__Listed records__:
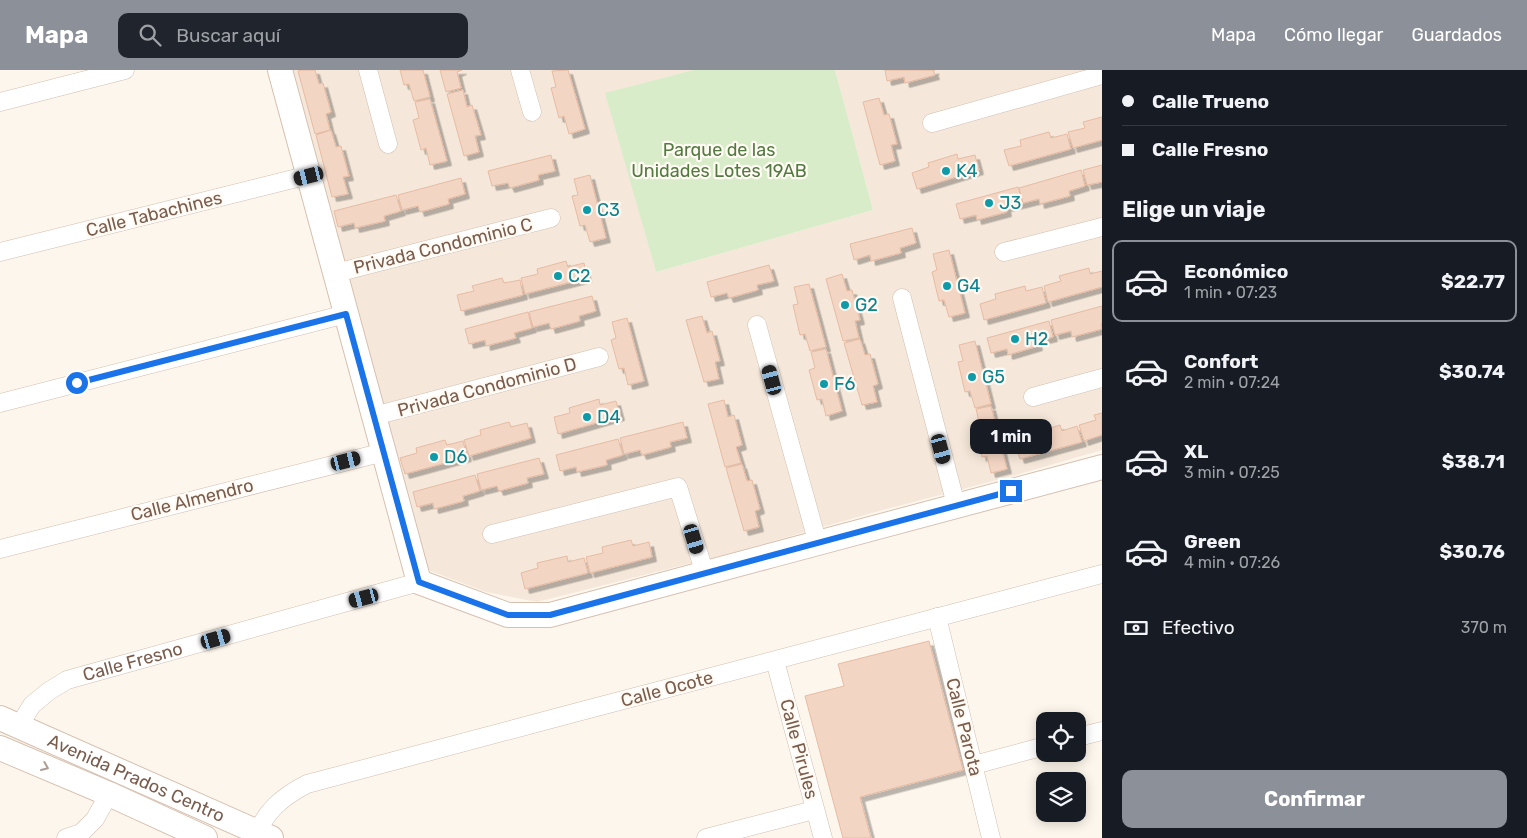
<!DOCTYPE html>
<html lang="es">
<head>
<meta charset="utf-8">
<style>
  body { margin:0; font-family:Rubik,sans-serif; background:#20242c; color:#f1f3f6; height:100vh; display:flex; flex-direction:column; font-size:19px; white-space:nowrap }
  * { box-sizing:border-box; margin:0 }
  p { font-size:16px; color:#9ea1a6 }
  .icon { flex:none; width:28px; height:28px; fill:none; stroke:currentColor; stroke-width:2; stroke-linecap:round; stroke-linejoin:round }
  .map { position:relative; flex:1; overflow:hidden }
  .drawer { display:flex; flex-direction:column; background:#171b24; width:425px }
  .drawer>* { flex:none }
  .hud { display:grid; align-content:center; height:110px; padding:0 20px; background:#171b24 }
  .buttons { position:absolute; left:1036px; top:642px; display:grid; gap:10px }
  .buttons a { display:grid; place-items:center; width:50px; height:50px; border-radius:10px; background:#171b24; box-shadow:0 2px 12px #0003; font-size:25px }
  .end { position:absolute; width:22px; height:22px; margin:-11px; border:6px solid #1a73e8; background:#fff; box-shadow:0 0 0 2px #fff }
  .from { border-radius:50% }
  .bubble { position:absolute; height:35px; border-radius:10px; background:#171b24; box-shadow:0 2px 12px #0003; font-size:16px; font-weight:700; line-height:35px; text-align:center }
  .car { position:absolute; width:15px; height:30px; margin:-15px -8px; border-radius:6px; box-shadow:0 0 4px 1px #0007; background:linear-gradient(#222 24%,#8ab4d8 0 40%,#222 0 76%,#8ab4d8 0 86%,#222 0) }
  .hud b { display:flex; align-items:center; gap:18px; height:48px; font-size:19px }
  .hud b+b { border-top:1px solid #363941 }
  .hud i { width:12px; height:12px; background:#f1f3f6 }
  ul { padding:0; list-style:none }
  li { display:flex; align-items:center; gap:15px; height:82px; margin:0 10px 8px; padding:0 10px; border:2px solid transparent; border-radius:10px }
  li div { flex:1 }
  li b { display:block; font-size:19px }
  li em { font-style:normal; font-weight:700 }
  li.current { border-color:#8c9099 }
  li>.icon { width:45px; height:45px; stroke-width:1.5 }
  h2 { padding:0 20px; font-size:22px; line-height:60px }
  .pay { display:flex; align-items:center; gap:12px; height:55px; padding:0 20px; font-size:19px }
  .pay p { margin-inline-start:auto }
  .button { display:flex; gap:10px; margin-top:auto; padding:10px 20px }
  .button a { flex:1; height:58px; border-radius:10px; background:#8c9099; color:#fff; font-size:20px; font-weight:700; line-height:58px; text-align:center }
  header { display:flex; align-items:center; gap:30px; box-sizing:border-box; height:70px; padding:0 25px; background:#8c9099; color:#fff }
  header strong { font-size:24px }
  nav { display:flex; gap:28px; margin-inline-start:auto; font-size:18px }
  .search { width:350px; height:45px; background:#20242c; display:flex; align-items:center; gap:12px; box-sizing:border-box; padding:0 18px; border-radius:10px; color:#9ea1a6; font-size:19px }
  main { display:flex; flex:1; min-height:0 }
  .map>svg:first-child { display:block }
</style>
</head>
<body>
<header>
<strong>Mapa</strong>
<div class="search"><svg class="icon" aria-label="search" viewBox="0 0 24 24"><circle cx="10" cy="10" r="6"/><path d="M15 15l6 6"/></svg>Buscar aquí</div>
<nav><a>Mapa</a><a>Cómo llegar</a><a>Guardados</a></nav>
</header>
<main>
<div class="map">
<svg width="1102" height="768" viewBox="0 0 1102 768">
  <defs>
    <filter id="shadow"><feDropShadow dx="4.5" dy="4.5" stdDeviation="0" flood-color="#0004"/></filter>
  </defs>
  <rect width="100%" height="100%" fill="#fdf6ec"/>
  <path fill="#f5e8da" d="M292,0h401l-87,23 50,179 217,-62 -38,-140h267v380l-86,25 -137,36 -148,42 -194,49 -51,-10 -58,-22 -24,-86z"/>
  <path fill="#d8ecc9" d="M693,0h142l38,140 -217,62 -51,-179z"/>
  <g fill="#f3d5c3" stroke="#e6bba3" filter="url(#shadow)">
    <path d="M302,0h13l4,14 4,-1 8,29 -5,2 4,16 -15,4 -17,-63z"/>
    <path d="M400,0h23l7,27 -16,4 -5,-17 -5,1z"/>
    <path d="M440,0h22l-5,2 4,16 -15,4z"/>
    <path d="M568,0l17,59 -16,5 -5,-18 -5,2 -8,-30 5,-1 -4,-16z"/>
    <path d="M885,0h50h-2l2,5 -30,8 -1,-6 -17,4z"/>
    <path d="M463,20l4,17 5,-2 9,30 -6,1 4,16 -15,4 -17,-62z"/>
    <path d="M879,28l5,17 5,-1 8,30 -6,1 4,16 -15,4 -17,-63z"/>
    <path d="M430,29l17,62 -17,4 -4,-17 -5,2 -8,-30 6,-2 -4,-16z"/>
    <path d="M1102,47v23l-29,8 -5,-16 17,-4 -2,-6z"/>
    <path d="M331,60l5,17 5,-1 8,30 -6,1 5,17 -16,3 -16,-62z"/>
    <path d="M1049,62l2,6 16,-4 4,15 -62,17 -5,-16 17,-4 -1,-6z"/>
    <path d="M957,84l1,5 17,-4 4,15 -62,19 -5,-16 17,-6 -1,-4z"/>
    <path d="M551,85l4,16 -17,4 1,5 -29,8 -2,-5 -16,3 -4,-15z"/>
    <path d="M1102,95v17l-15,3 -4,-15z"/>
    <path d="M1081,100l4,16 -16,5 1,5 -30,8 -1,-5 -16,4 -4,-15z"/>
    <path d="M590,105l16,63 -16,4 -5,-17 -5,1 -8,-30 6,-1 -4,-16z"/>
    <path d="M461,108l4,16 -17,5 1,5 -29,8 -2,-6 -16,4 -4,-15z"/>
    <path d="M1018,117l5,16 -17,4 1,5 -30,8 -1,-5 -16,4 -4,-15z"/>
    <path d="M396,125l5,16 -17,5 1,5 -30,7 -1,-5 -16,4 -4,-16z"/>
    <path d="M912,158l4,15 -16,5 1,5 -30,8 -1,-6 -16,5 -4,-16z"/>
    <path d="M949,180l16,63 -16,4 -5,-17 -5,1 -7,-29 5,-2 -4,-16z"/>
    <path d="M566,191l2,6 16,-4 3,15 -62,16 -4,-16 17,-4 -1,-5z"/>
    <path d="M769,195l5,16 -17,4 1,5 -29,8 -2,-5 -16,4 -4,-15z"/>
    <path d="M1089,198l1,6 12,-3v16l-54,15 -4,-16 17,-5 -2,-5z"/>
    <path d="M842,204l5,17 5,-1 8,30 -5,1 4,17 -16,3 -17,-62z"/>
    <path d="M502,208l2,5 16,-3 3,15 -62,16 -4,-16 17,-4 -2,-5z"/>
    <path d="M809,214l17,63 -16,4 -5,-17 -5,1 -7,-30 5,-1 -4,-17z"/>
    <path d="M1025,216l1,5 16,-4 4,16 -62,17 -4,-16 16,-5 -1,-5z"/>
    <path d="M592,226l4,15 -17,5 1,5 -29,8 -2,-6 -16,4 -4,-15z"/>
    <path d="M1102,236v17l-1,1 1,5 -30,8 -1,-6 -16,4 -4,-15z"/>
    <path d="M528,242l4,16 -18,5 2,5 -30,8 -1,-6 -16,4 -4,-15z"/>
    <path d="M702,246l5,17 5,-2 8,30 -5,1 4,17 -15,3 -18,-62z"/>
    <path d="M627,248l17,63 -16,4 -4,-17 -5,1 -8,-29 5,-2 -4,-16z"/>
    <path d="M1049,251l4,16 -16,4 1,5 -30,9 -1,-6 -16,4 -4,-15z"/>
    <path d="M860,269l5,16 5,-1 8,30 -5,2 4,16 -15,3 -18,-62z"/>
    <path d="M975,271l16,63 -16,4 -5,-17 -5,1 -7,-30 5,-1 -4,-16z"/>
    <path d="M826,279l16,62 -16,5 -4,-17 -5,1 -8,-30 6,-2 -4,-16z"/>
    <path d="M599,329l1,6 16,-4 4,15 -62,18 -4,-17 16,-4 -1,-5z"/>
    <path d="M724,330l4,17 6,-2 8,30 -6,2 5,16 -16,4 -17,-63z"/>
    <path d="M991,336l16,63 -16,4 -4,-17 -5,1 -7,-30 5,-1 -4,-17z"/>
    <path d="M1102,343v22l-18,6 -5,-16 17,-5 -2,-5z"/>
    <path d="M509,352l2,5 16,-4 4,15 -62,18 -5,-16 17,-5 -1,-5z"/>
    <path d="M683,352l4,16 -17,4 1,5 -29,8 -2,-5 -16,4 -4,-16z"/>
    <path d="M1060,355l2,6 15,-5 5,16 -62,17 -5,-16 17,-4 -1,-5z"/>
    <path d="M618,369l5,16 -17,5 1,5 -30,7 -1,-5 -16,4 -4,-16z"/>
    <path d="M445,370l2,5 16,-4 4,16 -62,17 -5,-16 17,-5 -1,-5z"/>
    <path d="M539,388l5,16 -17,4 1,5 -29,8 -2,-5 -16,4 -4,-16z"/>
    <path d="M742,394l5,17 5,-1 8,29 -5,2 4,16 -15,4 -18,-63z"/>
    <path d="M475,405l5,16 -17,5 1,5 -30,8 -1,-6 -16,4 -4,-15z"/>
    <path d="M631,470l2,6 16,-4 3,15 -62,16 -4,-16 17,-4 -1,-6z"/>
    <path d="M567,486l1,6 16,-4 4,15 -63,16 -4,-16 17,-5 -1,-5z"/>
    <path d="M929,571l34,129 -103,27 11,41h-28l-38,-142 39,-10 -6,-22z"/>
  </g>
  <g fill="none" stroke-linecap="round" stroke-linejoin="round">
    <defs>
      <g id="street">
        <path d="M368,0l20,74"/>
        <path d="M520,0l12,42"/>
        <path d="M0,32l125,-32"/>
        <path d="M932,53l170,-48"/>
        <path d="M0,182l309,-77"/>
        <path d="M1004,182l98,-25"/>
        <path d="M336,203l215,-55"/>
        <path d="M902,228l54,207"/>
        <path d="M757,255l61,219"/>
        <path d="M1033,327l69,-19"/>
        <path d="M0,333l346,-89"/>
        <path d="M374,346l225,-59"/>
        <path d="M492,464l186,-47 27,87"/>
        <path d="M0,479l384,-97"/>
        <path d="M937,547l54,221"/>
        <path d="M775,591l48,177"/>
        <path id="s1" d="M19,656l13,-21 17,-14 18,-11 352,-98"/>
        <path d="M1078,667l24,-6"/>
        <path d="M974,695l71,-19"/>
        <path d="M66,768l15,-5 14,-14 14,-25"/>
        <path d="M255,768c10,-27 27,-41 52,-54 265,-70 530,-142 795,-210"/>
        <path d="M706,768l108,-28"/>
      </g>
      <g id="secondary">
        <path d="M280,0l139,512 89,33h42c184,-49 368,-100 552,-148"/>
        <path id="s2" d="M0,648l271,120"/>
        <path d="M0,678l109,46 96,44"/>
      </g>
    </defs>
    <use href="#street" stroke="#d1beb0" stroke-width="19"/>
    <use href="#secondary" stroke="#d6c0b0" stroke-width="26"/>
    <use href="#street" stroke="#fff" stroke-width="18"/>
    <use href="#secondary" stroke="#fff" stroke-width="24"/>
  </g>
  <defs><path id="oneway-chevron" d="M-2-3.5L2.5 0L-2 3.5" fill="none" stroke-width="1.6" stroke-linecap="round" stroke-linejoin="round" transform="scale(1.25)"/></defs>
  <use stroke="#af9d94" href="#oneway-chevron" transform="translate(45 697) rotate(23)"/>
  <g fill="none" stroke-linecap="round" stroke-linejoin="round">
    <path stroke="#1a73e8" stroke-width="6" d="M77,313l269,-69 73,268 89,33h42l461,-124"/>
  </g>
  <g fill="#0f9aa8" stroke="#fffaf3" stroke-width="2">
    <circle cx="946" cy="101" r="5"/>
    <circle cx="989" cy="133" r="5"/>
    <circle cx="587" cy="140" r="5"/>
    <circle cx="558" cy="206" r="5"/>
    <circle cx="947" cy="216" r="5"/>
    <circle cx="845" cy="235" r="5"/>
    <circle cx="1015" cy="269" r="5"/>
    <circle cx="972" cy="307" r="5"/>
    <circle cx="824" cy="314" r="5"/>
    <circle cx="587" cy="347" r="5"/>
    <circle cx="434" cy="387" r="5"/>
  </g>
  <g text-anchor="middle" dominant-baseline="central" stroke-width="4.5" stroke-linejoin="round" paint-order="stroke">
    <g font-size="18" fill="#537a41" stroke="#fffaf3">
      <text x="719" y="80">Parque de las<tspan x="719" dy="21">Unidades Lotes 19AB</tspan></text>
    </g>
    <g font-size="18" fill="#0d838f" stroke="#fffaf3" text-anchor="start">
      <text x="956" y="101">K4</text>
      <text x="999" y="133">J3</text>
      <text x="597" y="140">C3</text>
      <text x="568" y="206">C2</text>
      <text x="957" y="216">G4</text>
      <text x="855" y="235">G2</text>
      <text x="1025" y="269">H2</text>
      <text x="982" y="307">G5</text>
      <text x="834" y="314">F6</text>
      <text x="597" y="347">D4</text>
      <text x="444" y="387">D6</text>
    </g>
    <g font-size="18" fill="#7a5c4d" stroke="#fffaf3">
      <text transform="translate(154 144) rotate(-14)">Calle Tabachines</text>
      <text transform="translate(443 176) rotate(-14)">Privada Condominio C</text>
      <text transform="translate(487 317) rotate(-15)">Privada Condominio D</text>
      <text transform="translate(192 430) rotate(-14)">Calle Almendro</text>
      <text stroke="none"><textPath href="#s1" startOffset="136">Calle Fresno</textPath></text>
      <text transform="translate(667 619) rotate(-15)">Calle Ocote</text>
      <text transform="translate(964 657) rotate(76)">Calle Parota</text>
      <text transform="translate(799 679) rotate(75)">Calle Pirules</text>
      <text stroke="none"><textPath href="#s2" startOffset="149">Avenida Prados Centro</textPath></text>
    </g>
  </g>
</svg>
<div class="buttons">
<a><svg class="icon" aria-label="locate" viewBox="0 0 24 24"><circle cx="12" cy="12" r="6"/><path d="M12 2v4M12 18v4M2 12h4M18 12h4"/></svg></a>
<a><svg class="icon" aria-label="layers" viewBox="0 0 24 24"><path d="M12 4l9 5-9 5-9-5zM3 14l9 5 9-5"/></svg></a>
</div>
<i class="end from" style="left:77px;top:313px"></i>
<i class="end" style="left:1011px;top:421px"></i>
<div class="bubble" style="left:970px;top:349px;width:82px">1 min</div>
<i class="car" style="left:309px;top:106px;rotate:256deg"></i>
<i class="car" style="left:772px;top:310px;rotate:345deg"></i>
<i class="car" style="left:941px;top:379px;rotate:165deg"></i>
<i class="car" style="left:346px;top:391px;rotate:76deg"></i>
<i class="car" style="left:694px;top:469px;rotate:163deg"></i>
<i class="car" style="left:364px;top:528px;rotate:255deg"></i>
<i class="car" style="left:216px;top:569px;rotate:74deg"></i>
</div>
<section class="drawer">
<div class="hud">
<b><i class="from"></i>Calle Trueno</b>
<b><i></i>Calle Fresno</b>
</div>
<h2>Elige un viaje</h2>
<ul>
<li class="current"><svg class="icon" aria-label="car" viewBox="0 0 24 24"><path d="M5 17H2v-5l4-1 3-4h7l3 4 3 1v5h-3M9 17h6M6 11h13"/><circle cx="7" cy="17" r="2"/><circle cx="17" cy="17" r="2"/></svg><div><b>Económico</b><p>1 min · 07:23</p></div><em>$22.77</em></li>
<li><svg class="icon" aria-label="car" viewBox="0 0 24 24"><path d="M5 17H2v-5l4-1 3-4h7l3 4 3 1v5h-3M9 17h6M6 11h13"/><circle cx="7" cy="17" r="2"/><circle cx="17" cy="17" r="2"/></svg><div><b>Confort</b><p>2 min · 07:24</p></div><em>$30.74</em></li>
<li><svg class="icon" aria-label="car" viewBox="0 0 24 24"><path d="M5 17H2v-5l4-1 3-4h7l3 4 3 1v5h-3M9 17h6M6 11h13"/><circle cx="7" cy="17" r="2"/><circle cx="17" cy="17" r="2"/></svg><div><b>XL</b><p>3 min · 07:25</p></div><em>$38.71</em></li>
<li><svg class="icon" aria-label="car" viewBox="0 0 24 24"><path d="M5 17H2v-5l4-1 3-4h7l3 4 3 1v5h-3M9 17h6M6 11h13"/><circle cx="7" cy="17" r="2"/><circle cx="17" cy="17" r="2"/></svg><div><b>Green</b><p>4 min · 07:26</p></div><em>$30.76</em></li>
</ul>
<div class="pay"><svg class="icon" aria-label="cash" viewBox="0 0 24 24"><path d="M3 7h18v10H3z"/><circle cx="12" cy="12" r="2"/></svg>Efectivo<p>370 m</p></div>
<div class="button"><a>Confirmar</a></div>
</section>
</main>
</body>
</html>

__About this task__: Reproduce each line of the material that mentions "absolute".

__Exercise output__:
  .buttons { position:absolute; left:1036px; top:642px; display:grid; gap:10px }
  .end { position:absolute; width:22px; height:22px; margin:-11px; border:6px solid #1a73e8; background:#fff; box-shadow:0 0 0 2px #fff }
  .bubble { position:absolute; height:35px; border-radius:10px; background:#171b24; box-shadow:0 2px 12px #0003; font-size:16px; font-weight:700; line-height:35px; text-align:center }
  .car { position:absolute; width:15px; height:30px; margin:-15px -8px; border-radius:6px; box-shadow:0 0 4px 1px #0007; background:linear-gradient(#222 24%,#8ab4d8 0 40%,#222 0 76%,#8ab4d8 0 86%,#222 0) }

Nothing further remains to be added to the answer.